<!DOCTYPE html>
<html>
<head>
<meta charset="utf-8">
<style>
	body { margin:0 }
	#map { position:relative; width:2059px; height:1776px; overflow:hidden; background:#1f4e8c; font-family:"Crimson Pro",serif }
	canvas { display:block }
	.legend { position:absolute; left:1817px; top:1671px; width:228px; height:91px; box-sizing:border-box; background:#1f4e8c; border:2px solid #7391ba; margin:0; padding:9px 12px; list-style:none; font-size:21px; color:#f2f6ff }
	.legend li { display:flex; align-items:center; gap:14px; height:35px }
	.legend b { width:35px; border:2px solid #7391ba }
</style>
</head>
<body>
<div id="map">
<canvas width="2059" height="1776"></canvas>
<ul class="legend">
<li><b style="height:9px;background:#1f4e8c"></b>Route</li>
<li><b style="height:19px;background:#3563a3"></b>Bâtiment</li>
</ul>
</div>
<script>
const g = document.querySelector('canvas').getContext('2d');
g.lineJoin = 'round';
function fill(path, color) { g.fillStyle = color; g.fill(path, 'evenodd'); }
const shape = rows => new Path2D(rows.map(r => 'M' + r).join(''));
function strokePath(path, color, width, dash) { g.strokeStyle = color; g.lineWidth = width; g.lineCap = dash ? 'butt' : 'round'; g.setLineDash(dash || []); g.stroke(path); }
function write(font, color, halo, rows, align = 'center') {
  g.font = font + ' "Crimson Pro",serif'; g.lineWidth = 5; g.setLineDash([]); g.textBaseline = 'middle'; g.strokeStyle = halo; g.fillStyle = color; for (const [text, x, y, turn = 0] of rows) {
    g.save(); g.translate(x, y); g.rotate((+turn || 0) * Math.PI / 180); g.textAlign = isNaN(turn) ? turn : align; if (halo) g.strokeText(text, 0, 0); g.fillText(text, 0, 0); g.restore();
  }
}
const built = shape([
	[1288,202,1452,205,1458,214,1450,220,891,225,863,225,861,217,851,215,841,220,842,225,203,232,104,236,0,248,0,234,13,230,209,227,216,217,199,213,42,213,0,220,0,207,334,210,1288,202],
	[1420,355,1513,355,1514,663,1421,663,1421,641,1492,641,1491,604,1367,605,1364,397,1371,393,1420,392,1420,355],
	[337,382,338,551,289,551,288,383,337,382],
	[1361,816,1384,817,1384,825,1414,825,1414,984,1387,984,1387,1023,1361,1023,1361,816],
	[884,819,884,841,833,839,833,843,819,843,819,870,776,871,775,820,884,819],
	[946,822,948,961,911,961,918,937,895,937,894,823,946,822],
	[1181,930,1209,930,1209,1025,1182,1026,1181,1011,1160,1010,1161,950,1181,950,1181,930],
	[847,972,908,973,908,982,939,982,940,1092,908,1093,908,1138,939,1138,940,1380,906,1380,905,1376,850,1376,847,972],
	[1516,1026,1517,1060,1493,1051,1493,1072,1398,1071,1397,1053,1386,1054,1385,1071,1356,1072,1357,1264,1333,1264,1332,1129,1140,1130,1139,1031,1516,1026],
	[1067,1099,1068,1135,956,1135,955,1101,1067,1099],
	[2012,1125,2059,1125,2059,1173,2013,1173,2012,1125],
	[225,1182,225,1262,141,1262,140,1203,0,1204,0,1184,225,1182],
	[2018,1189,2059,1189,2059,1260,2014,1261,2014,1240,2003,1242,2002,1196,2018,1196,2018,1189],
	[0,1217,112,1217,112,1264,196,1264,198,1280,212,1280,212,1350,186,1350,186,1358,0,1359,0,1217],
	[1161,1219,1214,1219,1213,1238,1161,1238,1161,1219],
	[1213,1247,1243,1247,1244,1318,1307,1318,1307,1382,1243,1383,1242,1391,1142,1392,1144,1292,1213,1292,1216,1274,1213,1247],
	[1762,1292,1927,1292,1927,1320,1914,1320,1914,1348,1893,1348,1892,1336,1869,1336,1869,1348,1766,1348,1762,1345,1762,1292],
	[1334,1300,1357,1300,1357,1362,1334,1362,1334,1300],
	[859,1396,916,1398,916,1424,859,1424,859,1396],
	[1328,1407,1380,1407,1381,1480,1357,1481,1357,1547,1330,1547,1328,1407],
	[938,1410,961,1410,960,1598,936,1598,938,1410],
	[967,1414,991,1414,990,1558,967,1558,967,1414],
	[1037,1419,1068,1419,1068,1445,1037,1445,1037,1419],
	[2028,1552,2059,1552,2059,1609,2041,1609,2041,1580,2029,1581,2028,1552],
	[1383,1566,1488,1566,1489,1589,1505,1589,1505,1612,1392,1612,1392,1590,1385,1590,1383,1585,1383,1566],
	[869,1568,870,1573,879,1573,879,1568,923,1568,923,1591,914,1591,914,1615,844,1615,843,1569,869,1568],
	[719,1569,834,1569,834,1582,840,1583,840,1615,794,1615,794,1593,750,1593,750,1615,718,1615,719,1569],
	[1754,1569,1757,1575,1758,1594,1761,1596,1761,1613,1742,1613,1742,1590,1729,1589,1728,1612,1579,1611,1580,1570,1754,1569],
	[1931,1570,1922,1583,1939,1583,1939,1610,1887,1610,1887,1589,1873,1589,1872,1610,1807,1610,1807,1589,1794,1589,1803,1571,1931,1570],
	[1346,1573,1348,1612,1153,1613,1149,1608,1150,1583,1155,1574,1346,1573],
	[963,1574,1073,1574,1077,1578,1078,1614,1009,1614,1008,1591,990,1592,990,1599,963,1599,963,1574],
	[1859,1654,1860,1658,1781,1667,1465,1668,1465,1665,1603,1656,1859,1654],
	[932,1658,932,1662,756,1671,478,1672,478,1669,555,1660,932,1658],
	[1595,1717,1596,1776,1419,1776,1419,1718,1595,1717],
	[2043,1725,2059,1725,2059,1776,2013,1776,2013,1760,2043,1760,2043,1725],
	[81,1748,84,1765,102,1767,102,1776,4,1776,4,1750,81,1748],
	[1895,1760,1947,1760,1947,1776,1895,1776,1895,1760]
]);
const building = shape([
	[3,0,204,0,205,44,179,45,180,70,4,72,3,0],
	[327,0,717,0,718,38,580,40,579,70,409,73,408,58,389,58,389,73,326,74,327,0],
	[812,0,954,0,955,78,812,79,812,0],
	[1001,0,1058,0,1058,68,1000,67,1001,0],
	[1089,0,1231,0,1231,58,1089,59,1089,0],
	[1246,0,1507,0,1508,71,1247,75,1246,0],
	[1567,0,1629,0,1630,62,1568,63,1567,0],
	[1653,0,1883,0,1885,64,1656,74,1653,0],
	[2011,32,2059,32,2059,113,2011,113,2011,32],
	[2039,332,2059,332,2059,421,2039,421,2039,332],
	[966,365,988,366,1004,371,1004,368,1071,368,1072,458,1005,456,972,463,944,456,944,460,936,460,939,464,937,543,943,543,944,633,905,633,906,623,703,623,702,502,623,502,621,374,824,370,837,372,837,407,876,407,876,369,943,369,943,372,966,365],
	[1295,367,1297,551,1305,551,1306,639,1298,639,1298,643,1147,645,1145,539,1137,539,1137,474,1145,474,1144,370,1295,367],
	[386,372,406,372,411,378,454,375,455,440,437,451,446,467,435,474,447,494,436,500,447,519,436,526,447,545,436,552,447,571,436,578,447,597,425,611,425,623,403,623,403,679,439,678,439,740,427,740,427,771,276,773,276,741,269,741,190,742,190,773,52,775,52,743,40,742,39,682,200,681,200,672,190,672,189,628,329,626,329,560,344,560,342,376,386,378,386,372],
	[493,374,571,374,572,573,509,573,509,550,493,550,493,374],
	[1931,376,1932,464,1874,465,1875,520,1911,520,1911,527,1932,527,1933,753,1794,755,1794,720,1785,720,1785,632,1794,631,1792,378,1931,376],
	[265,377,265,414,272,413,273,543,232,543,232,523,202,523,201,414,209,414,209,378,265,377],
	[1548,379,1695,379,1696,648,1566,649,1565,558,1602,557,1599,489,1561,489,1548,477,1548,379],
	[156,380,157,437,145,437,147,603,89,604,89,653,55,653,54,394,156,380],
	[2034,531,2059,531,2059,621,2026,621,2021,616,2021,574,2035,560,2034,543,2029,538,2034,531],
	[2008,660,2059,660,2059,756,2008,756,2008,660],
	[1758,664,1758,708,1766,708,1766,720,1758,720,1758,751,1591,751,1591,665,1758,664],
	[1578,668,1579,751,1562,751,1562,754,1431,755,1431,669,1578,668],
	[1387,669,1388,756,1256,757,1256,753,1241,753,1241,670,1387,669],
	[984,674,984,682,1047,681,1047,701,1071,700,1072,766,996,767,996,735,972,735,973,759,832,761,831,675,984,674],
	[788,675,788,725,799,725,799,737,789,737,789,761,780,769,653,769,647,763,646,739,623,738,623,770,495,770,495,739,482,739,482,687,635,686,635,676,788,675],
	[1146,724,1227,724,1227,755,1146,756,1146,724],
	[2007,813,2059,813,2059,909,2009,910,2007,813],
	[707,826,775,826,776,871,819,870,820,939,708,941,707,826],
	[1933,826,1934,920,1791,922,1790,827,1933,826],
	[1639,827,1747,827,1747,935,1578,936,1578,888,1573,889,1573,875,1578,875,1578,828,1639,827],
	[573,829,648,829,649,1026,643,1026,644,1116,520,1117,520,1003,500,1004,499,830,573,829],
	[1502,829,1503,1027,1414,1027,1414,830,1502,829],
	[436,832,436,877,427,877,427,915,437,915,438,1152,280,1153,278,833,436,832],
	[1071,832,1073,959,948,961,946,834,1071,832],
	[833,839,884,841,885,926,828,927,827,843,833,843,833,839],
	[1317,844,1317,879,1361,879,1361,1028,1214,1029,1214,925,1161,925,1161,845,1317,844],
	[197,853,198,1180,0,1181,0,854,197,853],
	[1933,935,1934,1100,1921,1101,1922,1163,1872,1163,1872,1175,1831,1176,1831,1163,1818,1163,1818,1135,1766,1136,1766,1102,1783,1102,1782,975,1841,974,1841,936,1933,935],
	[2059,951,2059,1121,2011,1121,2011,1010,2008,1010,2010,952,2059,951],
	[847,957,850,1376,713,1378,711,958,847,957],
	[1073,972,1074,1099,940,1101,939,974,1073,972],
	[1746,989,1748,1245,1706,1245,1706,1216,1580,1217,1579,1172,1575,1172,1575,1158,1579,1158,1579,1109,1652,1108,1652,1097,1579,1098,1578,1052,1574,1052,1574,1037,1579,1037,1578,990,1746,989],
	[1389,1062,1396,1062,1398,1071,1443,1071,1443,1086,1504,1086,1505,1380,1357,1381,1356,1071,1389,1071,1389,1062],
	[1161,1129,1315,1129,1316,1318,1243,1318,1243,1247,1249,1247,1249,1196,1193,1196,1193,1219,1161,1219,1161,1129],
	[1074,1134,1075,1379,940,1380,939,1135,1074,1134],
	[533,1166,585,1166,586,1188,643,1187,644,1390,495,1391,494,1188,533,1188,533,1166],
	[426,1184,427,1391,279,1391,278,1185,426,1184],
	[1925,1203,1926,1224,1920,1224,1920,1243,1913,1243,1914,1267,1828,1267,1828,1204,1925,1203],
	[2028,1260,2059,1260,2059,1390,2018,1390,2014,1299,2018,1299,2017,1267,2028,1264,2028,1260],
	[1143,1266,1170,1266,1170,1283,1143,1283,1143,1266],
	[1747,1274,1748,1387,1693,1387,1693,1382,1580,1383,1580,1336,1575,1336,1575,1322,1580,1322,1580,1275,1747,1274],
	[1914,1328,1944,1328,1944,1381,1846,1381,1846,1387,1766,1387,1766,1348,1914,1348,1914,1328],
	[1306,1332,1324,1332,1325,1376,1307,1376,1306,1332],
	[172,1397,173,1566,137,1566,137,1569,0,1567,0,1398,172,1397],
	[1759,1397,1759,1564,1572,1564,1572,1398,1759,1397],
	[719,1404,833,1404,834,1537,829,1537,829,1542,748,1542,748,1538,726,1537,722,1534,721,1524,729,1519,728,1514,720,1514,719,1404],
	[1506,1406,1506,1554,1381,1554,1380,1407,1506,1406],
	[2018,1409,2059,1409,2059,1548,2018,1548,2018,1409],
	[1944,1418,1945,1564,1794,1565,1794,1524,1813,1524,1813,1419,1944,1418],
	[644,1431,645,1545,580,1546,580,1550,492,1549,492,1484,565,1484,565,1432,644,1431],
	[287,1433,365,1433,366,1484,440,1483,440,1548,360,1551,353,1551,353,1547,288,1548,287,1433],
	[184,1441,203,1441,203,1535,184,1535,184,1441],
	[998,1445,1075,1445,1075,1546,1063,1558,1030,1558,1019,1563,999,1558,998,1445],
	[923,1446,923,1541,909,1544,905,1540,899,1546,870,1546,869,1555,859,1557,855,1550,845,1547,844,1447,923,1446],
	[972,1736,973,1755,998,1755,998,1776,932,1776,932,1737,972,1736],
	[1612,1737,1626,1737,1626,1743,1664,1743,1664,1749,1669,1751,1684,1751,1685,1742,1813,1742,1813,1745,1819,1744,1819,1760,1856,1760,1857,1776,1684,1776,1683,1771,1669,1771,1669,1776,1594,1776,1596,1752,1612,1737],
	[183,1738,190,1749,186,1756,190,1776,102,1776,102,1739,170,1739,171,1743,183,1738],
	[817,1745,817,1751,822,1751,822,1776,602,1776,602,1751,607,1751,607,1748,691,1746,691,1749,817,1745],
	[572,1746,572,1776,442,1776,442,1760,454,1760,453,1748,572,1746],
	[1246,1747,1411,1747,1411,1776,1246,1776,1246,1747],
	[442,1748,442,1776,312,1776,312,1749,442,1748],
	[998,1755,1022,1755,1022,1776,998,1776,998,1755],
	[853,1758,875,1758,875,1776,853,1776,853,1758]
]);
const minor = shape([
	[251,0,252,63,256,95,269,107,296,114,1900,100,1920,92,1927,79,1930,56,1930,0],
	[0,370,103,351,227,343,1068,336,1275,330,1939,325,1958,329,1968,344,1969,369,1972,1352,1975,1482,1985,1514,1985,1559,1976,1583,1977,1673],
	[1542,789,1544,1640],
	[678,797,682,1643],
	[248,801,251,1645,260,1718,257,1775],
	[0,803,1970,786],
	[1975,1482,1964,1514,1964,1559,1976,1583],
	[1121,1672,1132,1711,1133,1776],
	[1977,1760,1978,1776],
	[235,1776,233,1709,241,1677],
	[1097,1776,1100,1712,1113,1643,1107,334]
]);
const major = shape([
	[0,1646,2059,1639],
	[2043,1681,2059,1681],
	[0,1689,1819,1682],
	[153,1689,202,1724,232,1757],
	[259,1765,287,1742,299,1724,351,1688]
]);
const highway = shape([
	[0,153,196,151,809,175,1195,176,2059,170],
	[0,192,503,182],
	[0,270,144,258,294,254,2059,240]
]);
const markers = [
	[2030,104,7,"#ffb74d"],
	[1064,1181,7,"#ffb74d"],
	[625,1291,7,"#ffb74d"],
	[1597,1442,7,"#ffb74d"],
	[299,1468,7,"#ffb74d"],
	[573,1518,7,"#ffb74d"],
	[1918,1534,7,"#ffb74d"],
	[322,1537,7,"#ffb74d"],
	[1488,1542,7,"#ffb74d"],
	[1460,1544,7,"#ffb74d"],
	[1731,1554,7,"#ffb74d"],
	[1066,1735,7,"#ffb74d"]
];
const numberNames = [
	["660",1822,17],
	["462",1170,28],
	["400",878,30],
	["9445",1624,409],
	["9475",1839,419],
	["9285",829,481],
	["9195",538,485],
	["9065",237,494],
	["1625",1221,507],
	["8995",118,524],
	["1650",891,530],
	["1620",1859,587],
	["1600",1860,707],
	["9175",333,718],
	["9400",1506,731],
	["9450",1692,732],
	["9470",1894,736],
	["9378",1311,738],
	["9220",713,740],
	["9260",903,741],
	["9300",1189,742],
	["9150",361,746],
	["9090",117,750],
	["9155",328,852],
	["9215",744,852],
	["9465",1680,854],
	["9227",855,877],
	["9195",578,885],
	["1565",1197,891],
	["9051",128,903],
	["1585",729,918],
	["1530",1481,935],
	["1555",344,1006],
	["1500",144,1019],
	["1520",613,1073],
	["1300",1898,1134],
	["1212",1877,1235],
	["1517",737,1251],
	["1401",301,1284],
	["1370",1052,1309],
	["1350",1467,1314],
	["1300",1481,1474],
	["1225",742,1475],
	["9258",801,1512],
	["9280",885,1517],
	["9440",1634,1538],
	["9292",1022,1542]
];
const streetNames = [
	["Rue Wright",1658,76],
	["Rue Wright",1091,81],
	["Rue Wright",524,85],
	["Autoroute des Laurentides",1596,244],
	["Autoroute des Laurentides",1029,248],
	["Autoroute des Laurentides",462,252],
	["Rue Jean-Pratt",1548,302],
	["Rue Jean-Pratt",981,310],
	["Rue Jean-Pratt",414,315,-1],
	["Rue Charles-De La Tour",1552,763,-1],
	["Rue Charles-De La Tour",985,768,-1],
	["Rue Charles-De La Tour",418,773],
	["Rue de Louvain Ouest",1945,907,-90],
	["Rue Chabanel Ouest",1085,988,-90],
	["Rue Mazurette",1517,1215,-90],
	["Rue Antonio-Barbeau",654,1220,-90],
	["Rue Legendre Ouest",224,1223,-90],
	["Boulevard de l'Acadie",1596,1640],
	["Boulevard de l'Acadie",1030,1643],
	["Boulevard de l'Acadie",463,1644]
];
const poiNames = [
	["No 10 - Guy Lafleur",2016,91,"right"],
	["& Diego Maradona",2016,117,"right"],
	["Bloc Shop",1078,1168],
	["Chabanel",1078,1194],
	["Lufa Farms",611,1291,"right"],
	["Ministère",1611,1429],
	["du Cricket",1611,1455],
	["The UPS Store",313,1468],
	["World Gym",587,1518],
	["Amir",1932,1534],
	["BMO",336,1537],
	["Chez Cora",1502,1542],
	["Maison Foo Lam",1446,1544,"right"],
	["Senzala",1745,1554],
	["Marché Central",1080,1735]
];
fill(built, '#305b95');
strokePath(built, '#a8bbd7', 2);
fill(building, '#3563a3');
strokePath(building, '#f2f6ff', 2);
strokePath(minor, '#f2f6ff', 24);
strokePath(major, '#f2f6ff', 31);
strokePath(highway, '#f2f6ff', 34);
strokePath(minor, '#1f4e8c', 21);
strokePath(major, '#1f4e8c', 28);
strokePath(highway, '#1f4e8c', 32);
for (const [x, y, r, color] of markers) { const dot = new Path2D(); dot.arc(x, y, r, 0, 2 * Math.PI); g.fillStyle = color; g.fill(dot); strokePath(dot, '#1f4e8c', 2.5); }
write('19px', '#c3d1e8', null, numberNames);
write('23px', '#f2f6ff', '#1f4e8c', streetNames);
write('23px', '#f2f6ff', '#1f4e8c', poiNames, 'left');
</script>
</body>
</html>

________________________________________

● **EXERCISE OBJECTIVE**:
Number of lines holding "setLineDash" in the data: give it, with nothing else.

● **RESPONSE TO THE TASK**:
2